Items from a dataset
────────
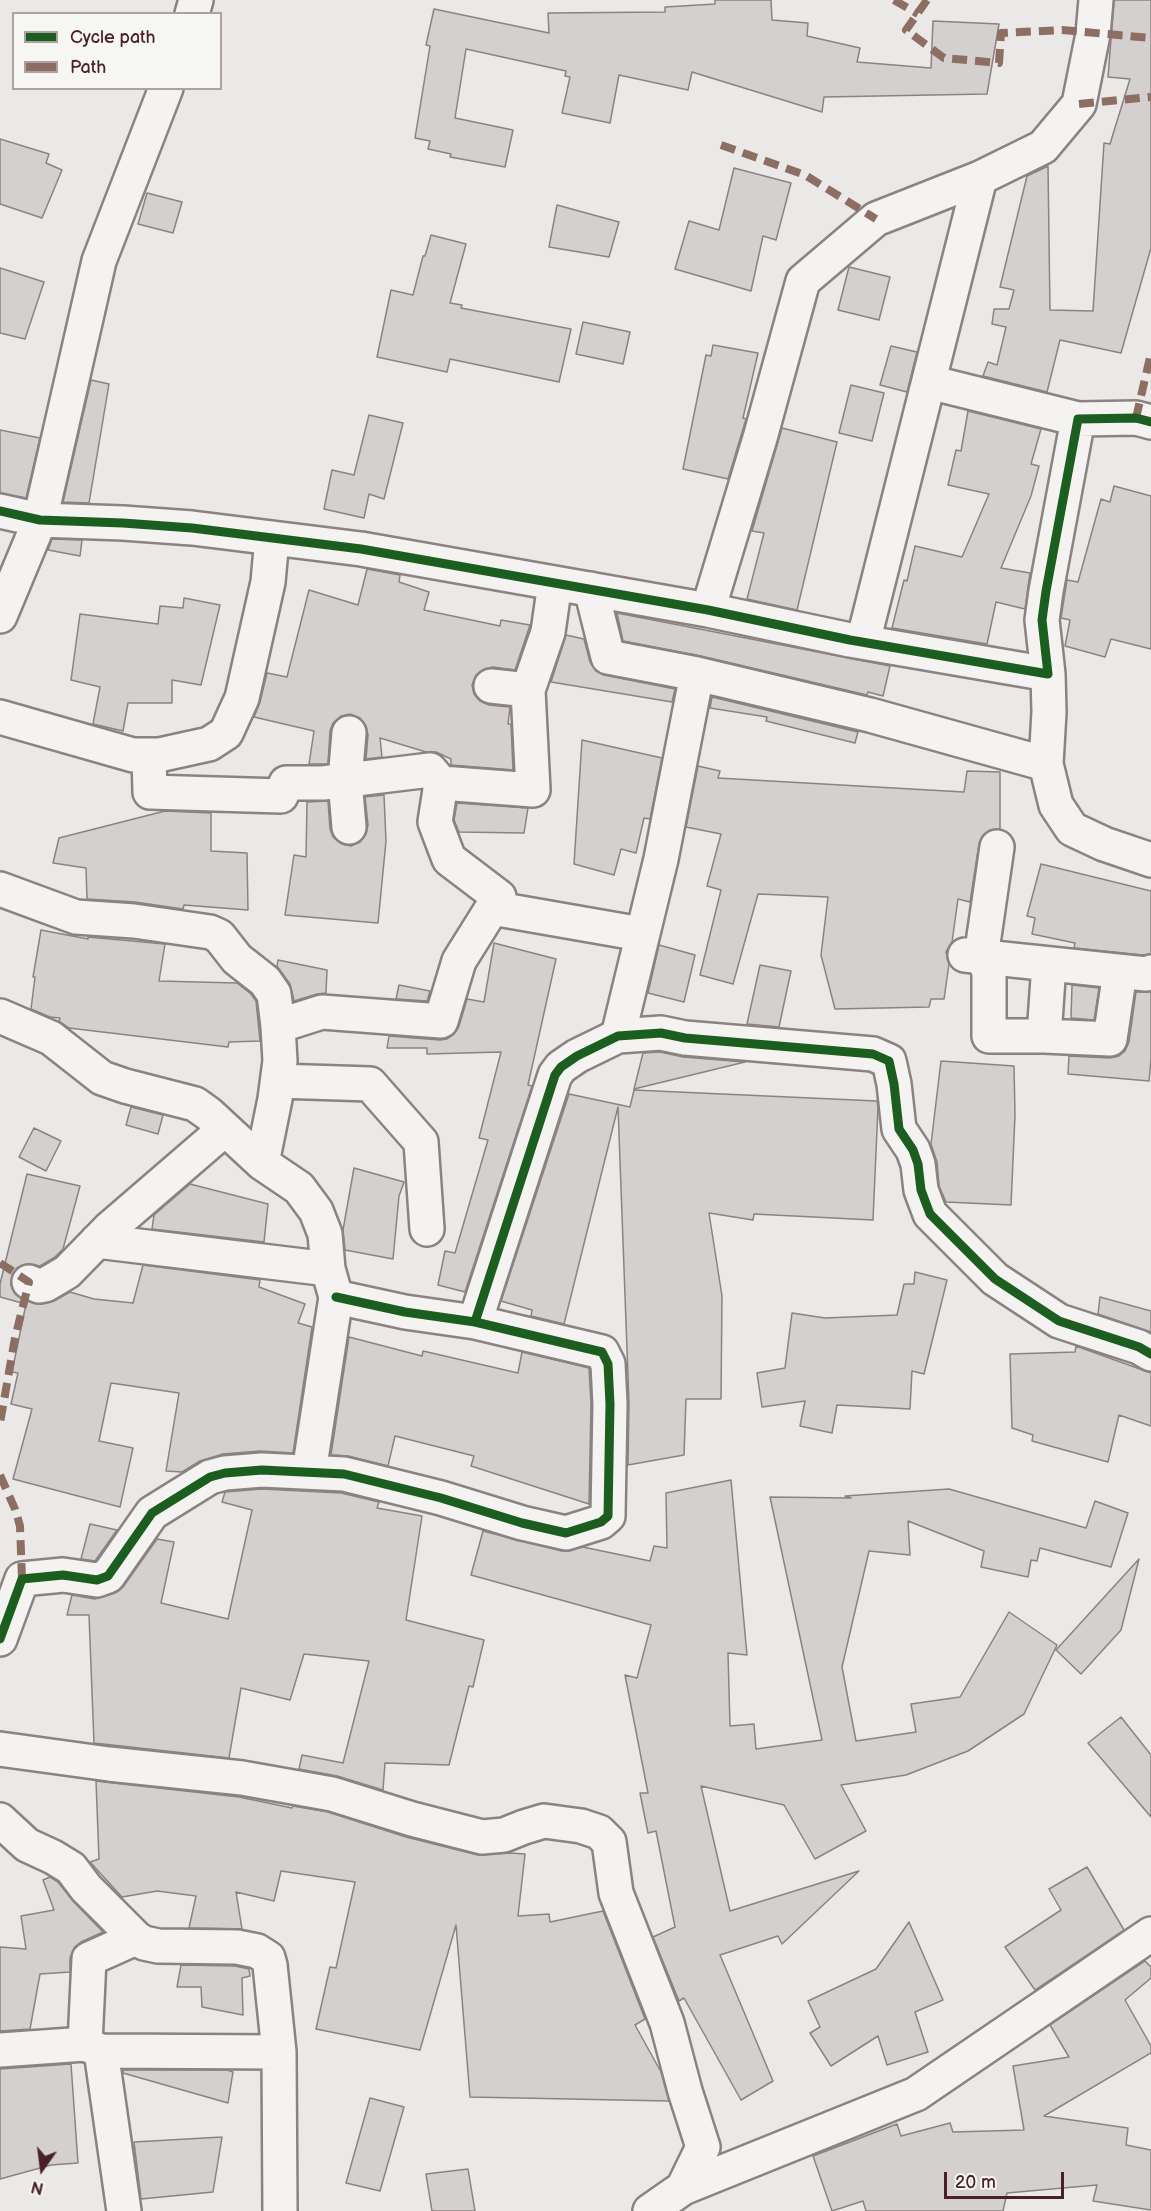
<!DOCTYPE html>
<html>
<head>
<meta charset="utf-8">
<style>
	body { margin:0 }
	#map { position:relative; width:1151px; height:2211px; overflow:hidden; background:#ebe9e7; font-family:"Balsamiq Sans",sans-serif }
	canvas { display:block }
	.legend { position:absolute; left:12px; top:12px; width:210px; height:78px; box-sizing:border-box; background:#f6f6f2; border:2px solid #b1a0a2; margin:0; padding:8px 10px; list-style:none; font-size:18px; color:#4a1f2b }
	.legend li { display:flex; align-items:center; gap:12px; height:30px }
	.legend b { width:30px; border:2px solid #b1a0a2 }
	.north { position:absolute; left:12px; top:2139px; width:60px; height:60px; -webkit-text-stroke:4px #f6f6f2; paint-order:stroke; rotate:194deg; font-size:16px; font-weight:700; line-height:24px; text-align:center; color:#4a1f2b }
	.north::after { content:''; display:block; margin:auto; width:21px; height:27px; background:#4a1f2b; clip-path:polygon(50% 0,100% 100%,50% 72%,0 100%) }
	.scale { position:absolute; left:944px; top:2172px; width:120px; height:27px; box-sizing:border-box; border:3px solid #4a1f2b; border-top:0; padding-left:8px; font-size:18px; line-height:21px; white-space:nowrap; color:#4a1f2b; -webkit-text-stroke:4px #f6f6f2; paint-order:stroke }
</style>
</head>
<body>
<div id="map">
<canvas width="1151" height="2211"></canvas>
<ul class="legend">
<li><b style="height:8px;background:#1b5e20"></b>Cycle path</li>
<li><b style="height:8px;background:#8d6e63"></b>Path</li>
</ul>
<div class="north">N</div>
<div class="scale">20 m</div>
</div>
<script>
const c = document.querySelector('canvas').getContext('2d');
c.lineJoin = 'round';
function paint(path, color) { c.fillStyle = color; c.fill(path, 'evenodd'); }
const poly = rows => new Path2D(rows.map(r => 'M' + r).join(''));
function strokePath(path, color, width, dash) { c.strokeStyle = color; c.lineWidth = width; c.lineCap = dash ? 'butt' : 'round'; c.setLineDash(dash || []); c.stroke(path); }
const building = poly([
	[715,0,771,0,772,20,808,23,807,36,860,48,857,62,931,68,933,21,999,24,987,94,824,97,822,112,692,72,688,90,619,75,610,123,562,113,570,77,565,76,566,71,466,49,455,118,513,130,505,167,450,157,451,154,428,149,430,141,415,138,430,46,426,45,434,9,549,33,548,13,665,12,665,7,715,4,715,0],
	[1114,0,1151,0,1151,248,1121,353,1060,340,1047,392,983,376,988,362,997,365,1006,327,992,324,994,309,1009,309,1014,290,1000,287,1027,176,1048,166,1050,310,1093,311,1104,143,1110,144,1130,79,1108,77,1114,0],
	[0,139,49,154,46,163,62,170,42,218,0,204,0,139],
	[734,168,791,183,776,240,763,236,751,291,675,269,689,221,719,230,734,168],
	[147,193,182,202,173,233,138,224,147,193],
	[557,205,619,222,609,257,549,247,557,205],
	[431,235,466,244,450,303,462,305,461,308,571,329,559,382,450,359,447,372,377,357,391,290,413,295,423,256,425,256,431,235],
	[849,267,890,277,879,320,838,310,849,267],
	[0,268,44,282,25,339,0,333,0,268],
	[583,322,630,332,623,364,576,354,583,322],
	[713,345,758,353,743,418,746,419,728,479,683,469,706,355,711,356,713,345],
	[891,346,917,352,907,392,880,385,891,346],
	[91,380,109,384,89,503,63,502,91,380],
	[851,385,884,393,872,441,839,433,851,385],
	[968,411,1041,429,1031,464,1039,466,1031,496,1001,568,1030,573,1025,609,996,602,987,644,892,628,904,580,907,581,915,546,962,557,989,494,948,485,956,450,961,451,968,411],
	[369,415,403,423,384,499,369,494,364,518,324,509,332,470,354,475,369,415],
	[782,428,837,442,797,610,747,599,764,533,752,531,782,428],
	[0,430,40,438,26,498,0,493,0,430],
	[1114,486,1151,496,1151,649,1111,639,1105,657,1065,646,1070,620,1061,618,1067,580,1078,582,1101,499,1110,502,1114,486],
	[52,539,82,540,80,556,48,550,52,539],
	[367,569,400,575,399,582,429,592,424,610,500,626,501,620,530,625,515,670,493,667,484,669,476,675,472,685,474,694,480,701,489,705,510,707,508,724,511,724,513,770,451,765,451,759,436,752,426,752,380,738,382,757,366,759,368,735,366,726,360,718,350,714,341,716,333,723,330,731,328,764,309,764,314,731,254,717,260,702,267,673,287,677,309,590,358,605,367,569],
	[184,598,220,605,201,685,172,680,172,703,128,703,123,731,93,724,100,687,71,680,80,614,158,624,160,606,183,608,184,598],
	[617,613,890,666,883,696,868,692,867,695,701,656,623,641,617,613],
	[566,635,584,639,590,662,596,671,604,675,675,689,672,702,551,682,566,635],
	[712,697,858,732,855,743,766,721,767,717,710,708,712,697],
	[582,740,662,758,650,819,644,818,636,853,621,849,614,875,574,864,582,740],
	[698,766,720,771,718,778,964,792,967,771,1000,772,1000,829,990,830,983,835,979,844,970,902,958,899,952,942,946,952,949,964,944,999,931,999,929,1007,835,1009,821,955,828,897,758,894,733,984,700,975,721,890,707,886,721,834,686,827,698,766],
	[384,795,386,841,378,923,285,915,294,855,306,857,307,802,328,801,330,829,333,837,342,844,351,846,360,842,366,834,368,825,365,797,384,795],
	[457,803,528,808,524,833,459,832,454,820,457,803],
	[165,811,211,813,211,851,247,853,248,910,184,905,183,909,135,902,87,899,86,868,53,863,59,838,165,811],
	[1041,864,1151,891,1151,954,1143,955,1074,948,1075,943,1032,934,1035,918,1027,916,1041,864],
	[41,930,88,939,88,937,165,944,159,981,237,983,251,994,256,1001,260,1041,229,1042,228,1047,69,1028,59,1021,60,1018,50,1017,31,1009,35,977,33,977,41,930],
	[494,943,556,959,528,1085,532,1086,465,1292,438,1285,445,1251,455,1253,488,1140,479,1138,501,1052,427,1054,427,1048,387,1048,389,1036,440,1040,447,1039,454,1034,459,1026,467,999,484,1002,494,943],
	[659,945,695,955,684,1002,648,993,659,945],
	[278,960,327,970,326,993,317,994,294,1001,290,984,277,966,278,960],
	[760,965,791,971,779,1027,747,1024,760,965],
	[399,985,430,991,427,1001,396,999,399,985],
	[1072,985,1099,988,1094,1020,1071,1018,1072,985],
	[1136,992,1151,992,1151,1059,1149,1081,1068,1074,1069,1056,1110,1058,1119,1056,1125,1051,1129,1042,1136,992],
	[660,1052,683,1057,745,1062,634,1089,643,1053,660,1052],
	[941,1061,1014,1066,1015,1115,1011,1205,946,1202,939,1186,937,1162,931,1144,941,1061],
	[634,1090,877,1101,878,1107,873,1220,754,1214,753,1220,709,1213,722,1296,721,1399,686,1399,684,1455,628,1465,629,1403,618,1107,564,1324,531,1316,532,1310,501,1301,569,1094,630,1107,634,1090],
	[131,1107,163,1115,158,1134,126,1125,131,1107],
	[34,1128,61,1141,46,1171,19,1157,34,1128],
	[354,1168,404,1182,399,1196,393,1259,345,1250,343,1230,354,1168],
	[27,1174,80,1186,63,1249,55,1257,40,1266,26,1264,17,1268,12,1275,11,1285,15,1294,22,1299,42,1304,54,1301,70,1292,94,1299,133,1303,143,1265,260,1280,259,1287,305,1304,298,1323,312,1327,293,1453,260,1451,223,1454,200,1461,182,1472,166,1471,179,1393,111,1383,99,1441,133,1448,120,1507,13,1479,32,1409,11,1404,18,1373,12,1372,26,1304,0,1297,0,1284,27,1174],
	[190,1184,268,1204,264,1242,152,1229,154,1215,190,1184],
	[915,1272,947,1280,924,1374,912,1371,910,1409,837,1405,832,1433,800,1426,805,1401,762,1407,757,1373,785,1368,792,1313,825,1318,897,1315,904,1284,914,1284,915,1272],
	[1100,1297,1151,1311,1151,1332,1098,1314,1100,1297],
	[349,1337,422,1356,423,1351,518,1373,522,1352,589,1368,591,1404,589,1504,471,1466,474,1456,395,1436,388,1466,348,1456,331,1455,349,1337],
	[1076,1346,1151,1373,1151,1426,1119,1415,1108,1462,1032,1441,1033,1435,1012,1428,1010,1354,1075,1352,1076,1346],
	[731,1480,747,1655,728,1653,730,1726,754,1724,756,1749,822,1740,770,1497,851,1498,845,1496,949,1489,1086,1528,1095,1501,1128,1513,1111,1567,1040,1548,1037,1561,1031,1560,1028,1577,981,1567,984,1551,908,1521,910,1555,869,1551,842,1667,856,1741,916,1732,911,1704,960,1697,1009,1612,1057,1645,1024,1714,968,1751,906,1775,841,1785,866,1831,815,1859,784,1805,701,1786,730,1911,859,1871,782,1944,778,1936,720,1955,773,2081,741,2100,684,1998,679,2001,653,1937,675,1927,656,1831,648,1833,640,1793,648,1793,625,1675,637,1678,651,1625,471,1575,483,1531,562,1551,583,1547,650,1561,654,1546,667,1548,666,1493,731,1480],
	[262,1489,341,1493,379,1502,377,1508,422,1516,406,1620,484,1640,473,1687,469,1686,449,1765,385,1763,383,1790,337,1776,299,1769,302,1755,343,1763,369,1661,304,1654,290,1700,241,1688,229,1758,94,1743,89,1615,67,1615,72,1595,95,1599,115,1593,123,1587,157,1539,174,1542,161,1603,228,1619,252,1510,222,1502,225,1492,262,1489],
	[90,1524,117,1530,95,1561,81,1559,90,1524],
	[1139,1559,1121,1630,1081,1674,1056,1650,1139,1559],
	[1121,1717,1151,1755,1151,1817,1088,1743,1121,1717],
	[96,1781,239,1797,292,1808,293,1806,328,1812,406,1837,478,1855,510,1853,525,1854,518,1916,549,1914,550,1922,603,1911,645,2019,635,2025,661,2072,669,2101,470,2097,456,1925,420,2050,316,2029,330,1967,336,1968,355,1882,281,1871,274,1901,236,1892,242,1929,189,1928,196,1896,157,1891,122,1897,90,1862,99,1859,96,1781],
	[1087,1867,1124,1930,1035,1990,1005,1947,1061,1910,1049,1889,1087,1867],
	[50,1877,58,1882,73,1901,103,1932,81,1942,74,1948,70,1958,70,1972,40,1974,30,2029,0,2031,0,1947,26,1949,21,1916,54,1910,43,1880,50,1877],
	[909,1922,943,2000,915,2012,928,2052,887,2065,878,2036,831,2066,810,2033,820,2027,808,2001,876,1969,909,1922],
	[1145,1961,1151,1967,1151,1978,1125,2000,1151,2046,1151,2053,1044,2116,1128,2128,1126,2145,1151,2150,1151,2210,1093,2201,1097,2185,1007,2193,1003,2211,866,2211,863,2201,832,2211,813,2156,897,2124,901,2136,950,2123,953,2132,1024,2130,1013,2066,1069,2057,1050,2025,1145,1961],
	[181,1965,235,1966,249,1969,250,1976,242,1978,243,2015,202,2007,201,1987,177,1987,181,1965],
	[71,2064,78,2163,51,2165,0,2179,0,2069,71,2064],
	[123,2070,227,2070,233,2072,228,2103,123,2073,123,2070],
	[370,2098,404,2107,380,2191,346,2183,370,2098],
	[222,2137,213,2192,141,2199,134,2142,222,2137],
	[468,2169,475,2211,432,2211,426,2174,468,2169]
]);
paint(building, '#d3d0cf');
strokePath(building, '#8b8283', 1.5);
const street = poly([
	[192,14,196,0],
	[929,382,1078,419],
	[0,511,40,520,123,523,192,528,361,549,708,610,850,640,1048,674,1042,620,1046,591,1078,419,1136,418,1151,422],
	[591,589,608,657,697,674,870,715,1046,764],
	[708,610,760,438,803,281,876,219,980,178,1043,147,1079,104,1093,34,1096,0],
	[0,616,40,520,99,261,166,88],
	[863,642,980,178],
	[1048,674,1049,712,1046,764,1056,805,1072,829,1104,844,1151,860],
	[491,686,528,690],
	[0,717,133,755,159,755,209,744,226,733,242,698,268,582,272,538],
	[349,733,345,780,349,827],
	[149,755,150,792,281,796,286,783,323,783,430,770,441,783],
	[997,847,981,957,989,970,989,1036,1044,1036],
	[0,889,76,917,134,921,210,932,219,936,237,959,265,981,274,994,278,1026,280,1061,275,1099,262,1163],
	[492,908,641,934],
	[965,955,1146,974,1151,972],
	[1049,964,1044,1036,1110,1039,1120,972],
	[0,1016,51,1038,102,1078,125,1086,195,1104,209,1114,262,1163,299,1188,316,1211,325,1234,328,1269,336,1297,309,1472],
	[278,1026,322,1012,441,1021,459,961,499,897,449,859,435,822,441,783,533,790,528,690,548,632,555,583],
	[618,1036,661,859,697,674],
	[278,1081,370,1084,421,1142,427,1229],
	[97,1241,328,1269],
	[29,1282,39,1286,45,1285,67,1272,109,1229,225,1129],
	[475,1322,555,1075,561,1067,577,1056,618,1036,661,1033,685,1038,873,1054,889,1061,894,1084,899,1129,913,1150,918,1164,921,1190,930,1214,995,1279,1059,1321,1139,1347,1151,1354],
	[0,1639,22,1579,63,1575,97,1580,108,1576,152,1513,210,1477,225,1473,262,1470,344,1474,441,1498,522,1523,566,1533,601,1522,608,1516,610,1404,608,1364,602,1352,475,1322,405,1312,336,1297],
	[0,1749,109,1764,242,1778,332,1794,412,1819,482,1837,504,1835,524,1827,544,1821,581,1826,599,1832,609,1842,616,1893,667,2023,685,2091,703,2147,683,2188],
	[0,1820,27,1845,53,1857,71,1868,86,1888,136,1938,144,1943,158,1946,237,1947,257,1951,268,1958,270,1965,279,2052,280,2211],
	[85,2044,89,1959,136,1938],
	[0,2050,85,2044,101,2051,279,2052],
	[101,2051,124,2211],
	[650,2211,683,2188,916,2094,1151,1934]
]);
strokePath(street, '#8b8283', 38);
strokePath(street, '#f4f3f1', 33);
strokePath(poly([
	[894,0,918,14],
	[927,0,906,30,944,58,999,63,1001,33,1062,30,1151,38],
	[1079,104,1151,97],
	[721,145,805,175,876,219],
	[1136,418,1151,353],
	[0,1263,29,1282,15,1338,0,1423],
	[0,1475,15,1509,20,1526,22,1579]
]), '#8d6e63', 8, [15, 8]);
strokePath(poly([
	[0,511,40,520,123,523,192,528,361,549,708,610,850,640,1048,674,1042,620,1046,591,1078,419,1136,418,1151,422],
	[475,1322,555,1075,561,1067,577,1056,618,1036,661,1033,685,1038,873,1054,889,1061,894,1084,899,1129,913,1150,918,1164,921,1190,930,1214,995,1279,1059,1321,1139,1347,1151,1354],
	[0,1639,22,1579,63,1575,97,1580,108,1576,152,1513,210,1477,225,1473,262,1470,344,1474,441,1498,522,1523,566,1533,601,1522,608,1516,610,1404,608,1364,602,1352,475,1322,405,1312,336,1297]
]), '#1b5e20', 9);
</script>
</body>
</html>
────────
• **Task prompt**
Ending at the line with "display:flex; align-items:center; gap:12px;", reproduce exactly the lines that begin at the top of the data, and include no pictures.

• **Response to this exercise**
<!DOCTYPE html>
<html>
<head>
<meta charset="utf-8">
<style>
	body { margin:0 }
	#map { position:relative; width:1151px; height:2211px; overflow:hidden; background:#ebe9e7; font-family:"Balsamiq Sans",sans-serif }
	canvas { display:block }
	.legend { position:absolute; left:12px; top:12px; width:210px; height:78px; box-sizing:border-box; background:#f6f6f2; border:2px solid #b1a0a2; margin:0; padding:8px 10px; list-style:none; font-size:18px; color:#4a1f2b }
	.legend li { display:flex; align-items:center; gap:12px; height:30px }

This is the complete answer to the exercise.